Robert Haas napsal(a):
On Thu, Oct 1, 2009 at 1:37 PM, Tom Lane <t...@sss.pgh.pa.us> wrote:
Petr Jelinek <pjmo...@pjmodos.net> writes:
because it seems like merging privileges seems to be acceptable for most
(although I am not sure I like it, but I don't have better solution for
managing conflicts), I changed the patch to do just that.
It's not clear to me whether we have consensus on this approach.
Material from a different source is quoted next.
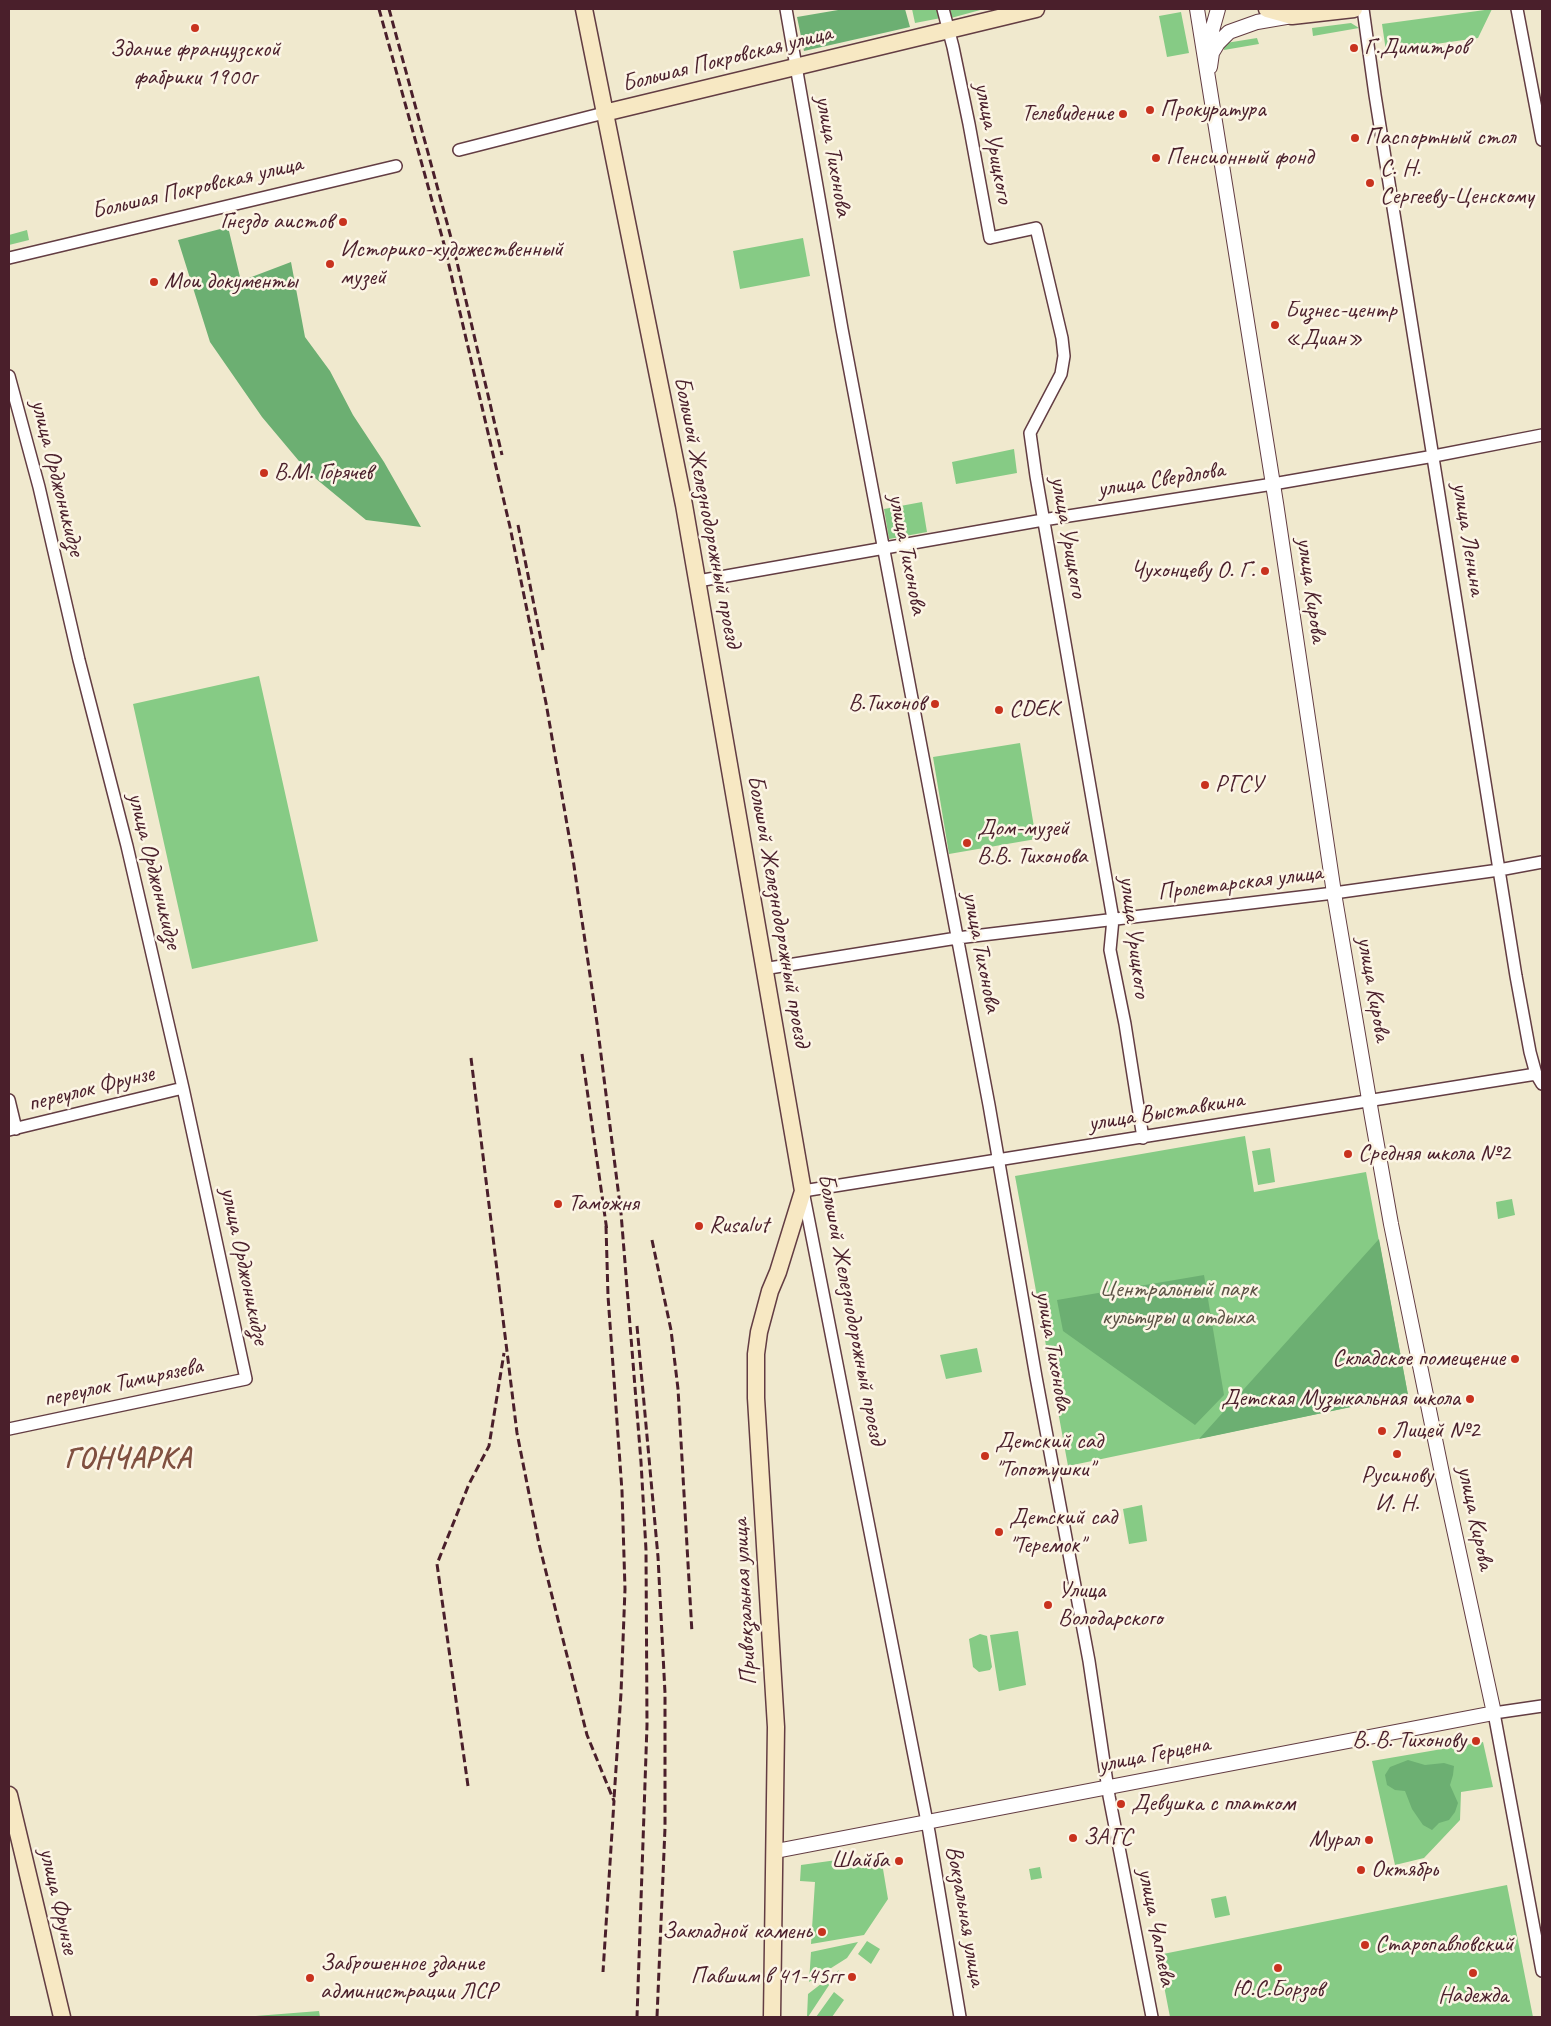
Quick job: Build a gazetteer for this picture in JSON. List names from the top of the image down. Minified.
{"streets":{"main road":["Большая Покровская улица","Большой Железнодорожный проезд","Привокзальная улица","улица Фрунзе"],"street":["улица Урицкого","улица Тихонова","улица Орджоникидзе","улица Свердлова","улица Ленина","улица Кирова","Пролетарская улица","переулок Фрунзе","улица Выставкина","переулок Тимирязева","улица Герцена","Вокзальная улица","улица Чапаева"]},"crossings":[["Большая Покровская улица","улица Урицкого"],["Большая Покровская улица","улица Тихонова"],["Большая Покровская улица","Большой Железнодорожный проезд"],["улица Урицкого","улица Свердлова"],["улица Урицкого","Пролетарская улица"],["улица Урицкого","улица Выставкина"],["улица Тихонова","улица Свердлова"],["улица Тихонова","Пролетарская улица"],["улица Тихонова","улица Выставкина"],["улица Тихонова","улица Герцена"],["улица Тихонова","улица Чапаева"],["улица Орджоникидзе","переулок Фрунзе"],["улица Орджоникидзе","переулок Тимирязева"],["улица Свердлова","Большой Железнодорожный проезд"],["улица Свердлова","улица Ленина"],["улица Свердлова","улица Кирова"],["Большой Железнодорожный проезд","Пролетарская улица"],["Большой Железнодорожный проезд","улица Выставкина"],["Большой Железнодорожный проезд","Привокзальная улица"],["Большой Железнодорожный проезд","улица Герцена"],["Большой Железнодорожный проезд","Вокзальная улица"],["улица Ленина","Пролетарская улица"],["улица Ленина","улица Выставкина"],["улица Кирова","Пролетарская улица"],["улица Кирова","улица Выставкина"],["улица Кирова","улица Герцена"],["улица Выставкина","Привокзальная улица"],["Привокзальная улица","улица Герцена"],["улица Герцена","Вокзальная улица"],["улица Герцена","улица Чапаева"]],"districts":["ГОНЧАРКА"],"parks":["Центральный парк культуры и отдыха"],"places":["Здание французской фабрики 1900г","Г.Димитров","Прокуратура","Телевидение","Паспортный стол","Пенсионный фонд","С. Н. Сергееву-Ценскому","Гнездо аистов","Историко-художественный музей","Мои документы","Бизнес-центр «Диан»","В.М. Горячев","Чухонцеву О. Г.","В.Тихонов","CDEK","РГСУ","Дом-музей В.В. Тихонова","Средняя школа №2","Таможня","Rusalut","Складское помещение","Детская Музыкальная школа","Лицей №2","Русинову И. Н.","Детский сад \"Топотушки\"","Детский сад \"Теремок\"","Улица Володарского","В. В. Тихонову","Девушка с платком","ЗАГС","Мурал","Шайба","Октябрь","Закладной камень","Старопавловский","Ю.С.Борзов","Надежда","Павшим в 41-45гг","Заброшенное здание администрации ЛСР"]}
Last chance for objections, anyone?
The main argument I can see against doing it this way is that it doesn't
provide a means for overriding the hard-wired public grants for object
types that have such (principally functions). I think that a reasonable
way to address that issue would be for a follow-on patch that allows
changing the hard-wired default privileges for object types. It might
well be that no one cares enough for it to matter, though. I think that
in most simple cases what's needed is a way to add privileges, not
subtract them --- and we're already agreed that this mechanism is only
meant to simplify simple cases.
I'm going to reiterate what I suggested upthread... let's let the
default, global default ACL contain the hard-wired privileges, instead
of making them hardwired. Then your objects will get those privileges
not because they are hard-wired, but because you haven't changed your
global default ACL to not contain them.
That's somewhat how I implemented it although not just on global level
but in any single filter, what we now have as defaults (before this
patch) is used as template for default acls and you can revoke it. You
just can't revoke anything you granted anywhere in the default acls chain.